== Exercise brief ==
Every line from the opening of the records to the line with "width:28px; height:28px; translate:-50%" should be restated exactly, with both ends included and the pictures left out.

Items listed in a dataset:
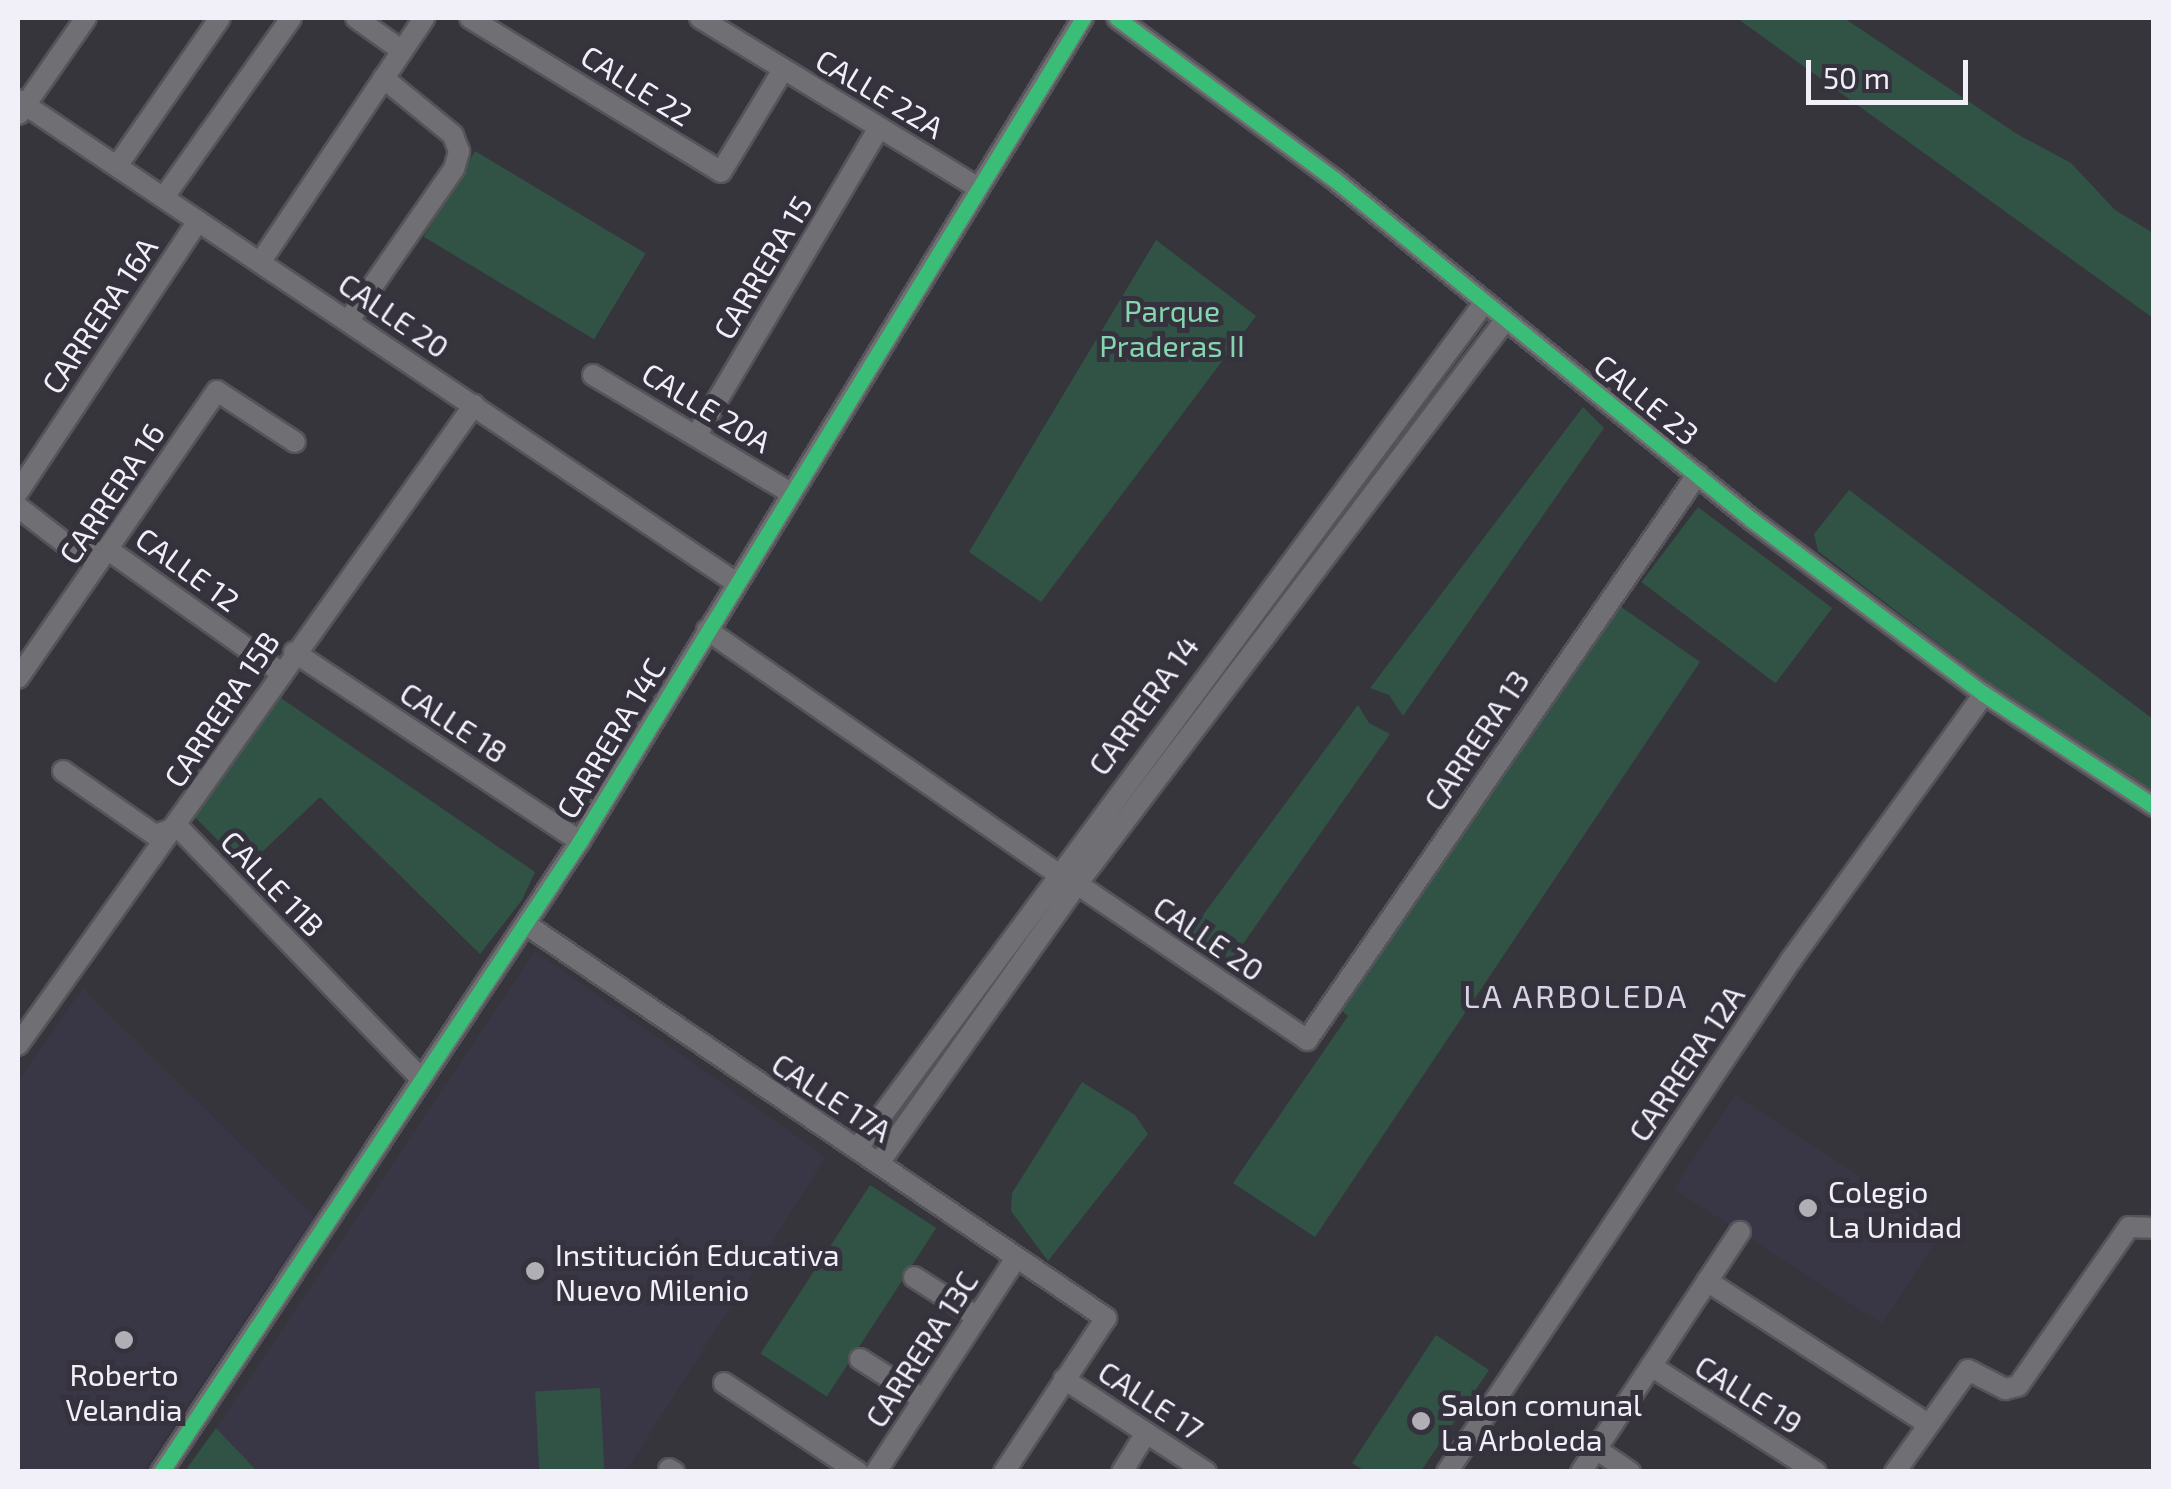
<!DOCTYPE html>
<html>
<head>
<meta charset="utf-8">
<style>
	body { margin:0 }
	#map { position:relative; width:2171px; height:1489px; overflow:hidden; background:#36353b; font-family:"Exo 2",sans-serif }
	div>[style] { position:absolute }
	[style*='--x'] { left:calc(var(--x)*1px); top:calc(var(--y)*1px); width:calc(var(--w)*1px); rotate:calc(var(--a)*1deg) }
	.built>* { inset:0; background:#393746; transform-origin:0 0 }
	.green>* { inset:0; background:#315345; transform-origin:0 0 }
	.roads { filter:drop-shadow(2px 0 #55545a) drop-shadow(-2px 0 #55545a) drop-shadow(0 2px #55545a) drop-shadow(0 -2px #55545a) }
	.street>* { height:20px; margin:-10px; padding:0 10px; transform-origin:10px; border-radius:10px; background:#706f73 }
	.cycleway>* { height:15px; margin:-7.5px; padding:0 7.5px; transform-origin:7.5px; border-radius:7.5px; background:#3abd76 }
	.dots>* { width:28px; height:28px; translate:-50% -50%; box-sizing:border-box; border:5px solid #35323e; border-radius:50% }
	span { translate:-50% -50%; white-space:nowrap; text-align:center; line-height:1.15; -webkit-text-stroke:10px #35323e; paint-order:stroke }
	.street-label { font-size:30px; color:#f1f0f8 }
	.park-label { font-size:30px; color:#85d6b0 }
	.poi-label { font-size:30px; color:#f1f0f8 }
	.left { translate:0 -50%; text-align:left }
	.neighbourhood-label { font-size:32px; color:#d7d5e4; letter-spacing:2.5px }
	.frame { position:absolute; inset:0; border:20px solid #f1f0f8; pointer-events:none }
	.scale { position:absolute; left:1806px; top:60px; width:162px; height:45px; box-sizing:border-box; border:5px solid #f1f0f8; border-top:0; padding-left:12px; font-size:30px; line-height:35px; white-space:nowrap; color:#f1f0f8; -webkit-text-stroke:8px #35323e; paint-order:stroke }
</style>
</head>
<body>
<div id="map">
	<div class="built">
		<div style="clip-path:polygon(535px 951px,826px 1157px,626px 1471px,257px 1471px,216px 1428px)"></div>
		<div style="clip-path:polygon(83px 988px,314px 1217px,143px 1471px,25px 1471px,18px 1464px,18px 1081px)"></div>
		<div style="left:1735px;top:1095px;width:248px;height:112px;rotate:33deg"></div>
	</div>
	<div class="green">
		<div style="clip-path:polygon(1844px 18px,2017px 134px,2071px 163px,2115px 210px,2153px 233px,2153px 318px,1738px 19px)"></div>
		<div style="left:475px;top:151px;width:199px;height:100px;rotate:31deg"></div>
		<div style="clip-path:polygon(1156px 240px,1256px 316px,1041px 602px,969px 552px)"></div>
		<div style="clip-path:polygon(1583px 407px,1604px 428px,1403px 716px,1389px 695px,1370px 688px)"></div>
		<div style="clip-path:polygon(1849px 490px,2153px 719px,2153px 791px,1995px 687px,1818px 551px,1814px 534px)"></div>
		<div style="left:1698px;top:507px;width:168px;height:94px;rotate:37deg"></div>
		<div style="clip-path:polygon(1617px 604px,1700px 662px,1315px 1237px,1233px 1183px,1348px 1016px,1341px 1010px)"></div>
		<div style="clip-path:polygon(278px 696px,535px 872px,522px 900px,480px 954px,320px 797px,245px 868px,195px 817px)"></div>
		<div style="clip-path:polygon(1358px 705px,1369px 723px,1390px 734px,1231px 961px,1189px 934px)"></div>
		<div style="clip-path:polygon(1082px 1082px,1135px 1115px,1148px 1134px,1048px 1261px,1011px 1211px,1012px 1193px)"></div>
		<div style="left:870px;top:1185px;width:79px;height:201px;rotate:33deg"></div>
		<div style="clip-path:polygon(1436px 1335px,1489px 1370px,1421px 1471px,1365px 1471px,1352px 1463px)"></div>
		<div style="left:600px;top:1388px;width:83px;height:65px;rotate:87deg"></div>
		<div style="clip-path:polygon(216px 1428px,257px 1471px,185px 1471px)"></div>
	</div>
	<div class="roads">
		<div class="street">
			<div style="--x:356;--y:18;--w:55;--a:35.4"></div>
			<div style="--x:470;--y:18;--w:294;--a:31.5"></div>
			<div style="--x:721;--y:172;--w:119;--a:-58.7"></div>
			<div style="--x:700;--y:18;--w:326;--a:31.4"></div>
			<div style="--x:1117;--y:18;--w:270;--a:36.6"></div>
			<div style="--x:1334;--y:179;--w:539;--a:39.21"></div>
			<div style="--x:1752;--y:520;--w:290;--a:36.9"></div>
			<div style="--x:1984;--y:694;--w:204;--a:33.4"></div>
			<div style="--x:18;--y:100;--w:864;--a:33.91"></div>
			<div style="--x:19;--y:114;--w:117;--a:-55.1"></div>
			<div style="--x:117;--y:166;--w:180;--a:-55.2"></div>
			<div style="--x:164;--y:197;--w:219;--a:-54.6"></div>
			<div style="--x:261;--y:261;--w:293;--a:-56.1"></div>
			<div style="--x:349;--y:320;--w:184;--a:-55.2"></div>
			<div style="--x:454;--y:169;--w:19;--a:-74"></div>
			<div style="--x:459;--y:151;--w:17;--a:-111"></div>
			<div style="--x:453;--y:135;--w:90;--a:-140.8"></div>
			<div style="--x:593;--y:375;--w:228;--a:30.8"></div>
			<div style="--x:696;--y:436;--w:358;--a:-59.3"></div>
			<div style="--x:18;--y:492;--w:325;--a:-56.4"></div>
			<div style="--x:18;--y:507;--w:78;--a:37.7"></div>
			<div style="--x:80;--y:555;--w:30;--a:-8"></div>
			<div style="--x:110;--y:551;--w:209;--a:35.4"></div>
			<div style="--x:707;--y:630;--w:425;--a:34.8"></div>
			<div style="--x:294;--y:652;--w:343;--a:33.5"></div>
			<div style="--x:18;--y:678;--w:349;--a:-55.3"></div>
			<div style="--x:217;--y:391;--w:93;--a:33.2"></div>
			<div style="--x:63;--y:771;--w:112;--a:34.8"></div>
			<div style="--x:155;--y:835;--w:24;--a:-19"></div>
			<div style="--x:178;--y:827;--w:349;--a:46"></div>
			<div style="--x:1077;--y:884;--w:278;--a:34.1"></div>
			<div style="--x:1307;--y:1040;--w:687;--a:-55.38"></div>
			<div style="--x:527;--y:925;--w:700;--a:34.17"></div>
			<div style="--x:1106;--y:1318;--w:185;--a:123.5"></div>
			<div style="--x:18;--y:1045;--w:786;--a:-54.53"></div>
			<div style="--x:857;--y:1149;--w:1054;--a:-53.45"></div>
			<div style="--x:879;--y:1163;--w:342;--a:-54.6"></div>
			<div style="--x:1077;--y:884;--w:709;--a:-52.79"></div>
			<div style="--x:914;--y:1277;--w:75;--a:32.4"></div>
			<div style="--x:1707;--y:1281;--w:263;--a:32.9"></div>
			<div style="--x:860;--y:1359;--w:75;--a:32.4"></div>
			<div style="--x:1651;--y:1366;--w:196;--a:32.7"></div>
			<div style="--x:1064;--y:1379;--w:170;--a:33.2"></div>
			<div style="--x:724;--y:1383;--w:161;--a:33.6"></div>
			<div style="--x:1596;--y:1449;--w:41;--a:34.1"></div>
			<div style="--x:669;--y:1469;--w:6;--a:31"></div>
			<div style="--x:161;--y:1472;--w:757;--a:-56.41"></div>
			<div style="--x:580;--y:841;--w:965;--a:-58.57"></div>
			<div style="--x:876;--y:1472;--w:256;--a:-56.8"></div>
			<div style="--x:1122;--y:1472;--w:46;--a:-58.4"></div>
			<div style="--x:1447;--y:1472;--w:617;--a:-56.1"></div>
			<div style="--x:1791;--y:960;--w:329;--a:-54"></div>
			<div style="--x:1581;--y:1472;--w:288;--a:-56.5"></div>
			<div style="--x:1895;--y:1472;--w:125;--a:-54.4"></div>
			<div style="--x:1968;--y:1370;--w:42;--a:27.2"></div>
			<div style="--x:2005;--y:1389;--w:13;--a:-13"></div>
			<div style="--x:2018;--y:1386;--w:194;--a:-55.1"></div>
			<div style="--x:2129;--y:1227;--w:25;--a:2"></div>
		</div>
	</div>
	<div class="cycleway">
		<div style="--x:1117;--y:18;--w:270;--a:36.6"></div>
		<div style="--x:1334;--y:179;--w:539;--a:39.21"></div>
		<div style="--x:1752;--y:520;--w:290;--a:36.9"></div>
		<div style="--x:1984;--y:694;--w:204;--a:33.4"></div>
		<div style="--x:161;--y:1472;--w:757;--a:-56.41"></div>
		<div style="--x:580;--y:841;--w:965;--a:-58.57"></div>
	</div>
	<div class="dots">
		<div style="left:1808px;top:1208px;background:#b0afb6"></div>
		<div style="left:535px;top:1271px;background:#b0afb6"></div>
		<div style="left:124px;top:1340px;background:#b0afb6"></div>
		<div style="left:1421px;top:1421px;background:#b0afb6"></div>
	</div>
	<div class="street-label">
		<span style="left:637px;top:85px;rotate:32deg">CALLE 22</span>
		<span style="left:880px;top:93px;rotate:31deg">CALLE 22A</span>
		<span style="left:762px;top:267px;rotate:-59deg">CARRERA 15</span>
		<span style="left:99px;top:315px;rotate:-56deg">CARRERA 16A</span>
		<span style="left:394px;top:315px;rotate:34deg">CALLE 20</span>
		<span style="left:1647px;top:399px;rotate:39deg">CALLE 23</span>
		<span style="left:707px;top:407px;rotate:31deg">CALLE 20A</span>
		<span style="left:111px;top:493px;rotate:-56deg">CARRERA 16</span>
		<span style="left:188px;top:569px;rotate:36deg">CALLE 12</span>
		<span style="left:1143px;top:705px;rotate:-54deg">CARRERA 14</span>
		<span style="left:221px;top:709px;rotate:-56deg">CARRERA 15B</span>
		<span style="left:454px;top:722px;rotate:33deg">CALLE 18</span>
		<span style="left:610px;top:738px;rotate:-59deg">CARRERA 14C</span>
		<span style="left:1476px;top:740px;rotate:-56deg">CARRERA 13</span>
		<span style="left:273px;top:883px;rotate:46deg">CALLE 11B</span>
		<span style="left:1209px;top:938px;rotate:34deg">CALLE 20</span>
		<span style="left:1686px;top:1063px;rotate:-56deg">CARRERA 12A</span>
		<span style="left:832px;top:1097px;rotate:33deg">CALLE 17A</span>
		<span style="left:921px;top:1349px;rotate:-57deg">CARRERA 13C</span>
		<span style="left:1749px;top:1394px;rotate:32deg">CALLE 19</span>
		<span style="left:1151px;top:1400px;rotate:33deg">CALLE 17</span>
	</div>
	<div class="park-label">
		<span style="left:1172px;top:327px">Parque<br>Praderas II</span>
	</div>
	<div class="poi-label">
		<span class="left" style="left:1828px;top:1208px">Colegio<br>La Unidad</span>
		<span class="left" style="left:555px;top:1271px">Institución Educativa<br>Nuevo Milenio</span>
		<span style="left:124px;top:1391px">Roberto<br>Velandia</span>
		<span class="left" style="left:1441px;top:1421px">Salon comunal<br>La Arboleda</span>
	</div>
	<div class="neighbourhood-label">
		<span style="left:1576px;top:995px">LA ARBOLEDA</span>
	</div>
	<div class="frame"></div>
	<div class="scale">50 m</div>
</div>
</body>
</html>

== Written response ==
<!DOCTYPE html>
<html>
<head>
<meta charset="utf-8">
<style>
	body { margin:0 }
	#map { position:relative; width:2171px; height:1489px; overflow:hidden; background:#36353b; font-family:"Exo 2",sans-serif }
	div>[style] { position:absolute }
	[style*='--x'] { left:calc(var(--x)*1px); top:calc(var(--y)*1px); width:calc(var(--w)*1px); rotate:calc(var(--a)*1deg) }
	.built>* { inset:0; background:#393746; transform-origin:0 0 }
	.green>* { inset:0; background:#315345; transform-origin:0 0 }
	.roads { filter:drop-shadow(2px 0 #55545a) drop-shadow(-2px 0 #55545a) drop-shadow(0 2px #55545a) drop-shadow(0 -2px #55545a) }
	.street>* { height:20px; margin:-10px; padding:0 10px; transform-origin:10px; border-radius:10px; background:#706f73 }
	.cycleway>* { height:15px; margin:-7.5px; padding:0 7.5px; transform-origin:7.5px; border-radius:7.5px; background:#3abd76 }
	.dots>* { width:28px; height:28px; translate:-50% -50%; box-sizing:border-box; border:5px solid #35323e; border-radius:50% }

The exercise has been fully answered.